Seit Tagen liegen die Regierungsgeschäfte in den USA teilweise lahm. Präsident Trump lässt nicht locker bei seiner Forderung nach einer Mauer. Er meint, die Regierungsbediensteten, die unter dem «Shutdown» leiden, hätten Verständnis. Doch bei denen macht sich Frust breit.



Grenze
Migranten am Grenzzaun zu den USA: US-Präsident Trump will mit dem Lahmlegen der Regierung erreichen, dass ihm fünf Milliarden Dollar für eine Grenzmauer zur Verfügung gestellt werden. Foto: Eduardo Jaramillo/NOTIMEX   Foto: dpa » zu den Bildern

Im Streit mit den oppositionellen Demokraten beharrt US-Präsident Donald Trump auf einer Grenzmauer zu Mexiko. Er könne nicht sagen, wann der teilweise Stillstand der Regierungsgeschäfte vorbei sei, sagte Trump.

Es könne kein Ende des sogenannten Shutdowns geben, wenn es nicht auch eine Mauer an der Grenze zu Mexiko gebe. Kriminelle, Illegale und Drogen dürften nicht ins Land kommen. «Das Einzige, was das aufhält, ist eine Mauer.»
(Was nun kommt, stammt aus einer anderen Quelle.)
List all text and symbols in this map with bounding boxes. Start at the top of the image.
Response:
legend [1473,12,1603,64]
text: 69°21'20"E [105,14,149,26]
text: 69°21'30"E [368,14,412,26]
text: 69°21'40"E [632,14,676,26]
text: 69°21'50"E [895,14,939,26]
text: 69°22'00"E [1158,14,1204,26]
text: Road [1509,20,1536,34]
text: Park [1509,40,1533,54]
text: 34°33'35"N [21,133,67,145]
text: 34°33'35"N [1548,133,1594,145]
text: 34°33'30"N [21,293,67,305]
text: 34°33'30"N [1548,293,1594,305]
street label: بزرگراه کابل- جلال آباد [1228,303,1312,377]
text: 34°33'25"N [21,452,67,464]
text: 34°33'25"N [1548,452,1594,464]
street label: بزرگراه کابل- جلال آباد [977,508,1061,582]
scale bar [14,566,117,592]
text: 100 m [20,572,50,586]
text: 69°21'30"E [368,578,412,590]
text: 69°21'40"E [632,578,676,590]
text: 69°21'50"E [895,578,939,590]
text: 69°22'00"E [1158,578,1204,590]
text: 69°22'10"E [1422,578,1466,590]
Unter Regierungsbediensteten macht sich Unmut über die Hängepartie breit. Der politische Streit zwischen Trump und den Demokraten hatte die Regierungsgeschäfte in den USA teilweise lahmgelegt. Am Wochenende war eine Haushaltssperre für Teile der US-Regierung in Kraft getreten, weil bis zu diesem Zeitpunkt kein neues Budgetgesetz für mehrere Bundesministerien beschlossen worden war. Trump hatte sich geweigert, ein Haushaltsgesetz zu unterzeichnen, wenn darin nicht Geld für die von ihm seit langem geforderte Grenzmauer zu Mexiko bereitgestellt werde. Er verlangte dafür fünf Milliarden Dollar. Im US-Kongress gab es hierfür jedoch keine Mehrheit. Die Demokraten lehnen Trumps Forderung nach einer Grenzmauer ab.

Trump äußerte sich verärgert über den Widerstand. «Es ist eine Schande, was in unserem Land passiert.» Seit Tagen laufen intensive Verhandlungen dazu, wie viele Haushaltsmittel in die Grenzsicherung fließen sollen. Das Weiße Haus hat bereits deutlich gemacht, dass Trump nicht auf seiner Fünf-Milliarden-Forderung beharrt. Bislang liegen die Positionen der Unterhändler aber noch weit auseinander. Eine schnelle Einigung ist nicht ins Sicht. Der US-Fernsehsender CNN berichtete am Mittwoch unter Berufung auf Stimmen der Republikaner, die Verhandlungen kämen nur in kleinen Schritten voran. Nach Einschätzungen des Weißen Hauses könnte sich der «Shutdown» bis ins neue Jahr hinziehen.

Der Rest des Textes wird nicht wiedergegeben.